THE MAN WHO LEFT is a memoir about the importance of fathers. It's about the men who leave, and the men who stay.
It's a familiar story. Father leaves his wife and children and never looks back. Theresa Weir was five when her father left his family for a better life with a wealthy socialite. Many years passed with only occasional and grudging contact by Theresa's father. When Theresa married into a successful farm family, her father resurfaced, but she couldn't help but be suspicious of his awkward visits.
Years later, when the aging socialite dies and Theresa's father is diagnosed with Alzheimer's, people expect Theresa to move to Florida to care for him. A daughter's duty.

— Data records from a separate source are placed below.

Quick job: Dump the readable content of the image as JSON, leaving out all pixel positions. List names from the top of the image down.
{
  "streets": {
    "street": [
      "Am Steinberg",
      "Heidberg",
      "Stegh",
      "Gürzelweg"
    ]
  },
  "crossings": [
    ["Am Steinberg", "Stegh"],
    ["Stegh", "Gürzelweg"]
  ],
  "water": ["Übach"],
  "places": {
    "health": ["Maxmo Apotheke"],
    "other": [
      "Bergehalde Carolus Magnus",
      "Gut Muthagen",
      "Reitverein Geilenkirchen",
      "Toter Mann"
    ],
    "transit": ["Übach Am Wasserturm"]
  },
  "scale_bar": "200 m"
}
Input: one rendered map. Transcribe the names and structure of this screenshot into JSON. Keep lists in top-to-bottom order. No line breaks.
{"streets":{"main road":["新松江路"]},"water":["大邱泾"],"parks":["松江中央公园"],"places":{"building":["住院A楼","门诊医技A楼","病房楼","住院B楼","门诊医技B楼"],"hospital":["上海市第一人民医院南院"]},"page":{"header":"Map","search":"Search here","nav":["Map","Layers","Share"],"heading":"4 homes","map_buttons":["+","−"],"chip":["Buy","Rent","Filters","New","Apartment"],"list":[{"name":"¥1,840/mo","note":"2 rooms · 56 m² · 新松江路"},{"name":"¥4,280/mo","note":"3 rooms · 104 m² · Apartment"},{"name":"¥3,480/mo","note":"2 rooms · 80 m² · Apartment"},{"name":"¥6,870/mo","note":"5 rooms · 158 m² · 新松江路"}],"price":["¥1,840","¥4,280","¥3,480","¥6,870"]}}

This is Theresa's personal story of a strained and painful father/daughter relationship.
What does a daughter owe the father who abandoned her?
From the editor:
THE MAN WHO LEFT could be considered a companion to the stunning memoir THE ORCHARD. But where THE ORCHARD is a dark fairy tale, THE MAN WHO LEFT is pure Middle American gothic, told in Theresa Weir's unadorned yet richly powerful and emotionally resonant style. A story about the burdens of remembering and the costs of forgetting, THE MAN WHO LEFT poignantly chronicles the emotional consequences of betrayal and abandonment by those who are supposed to love us the most.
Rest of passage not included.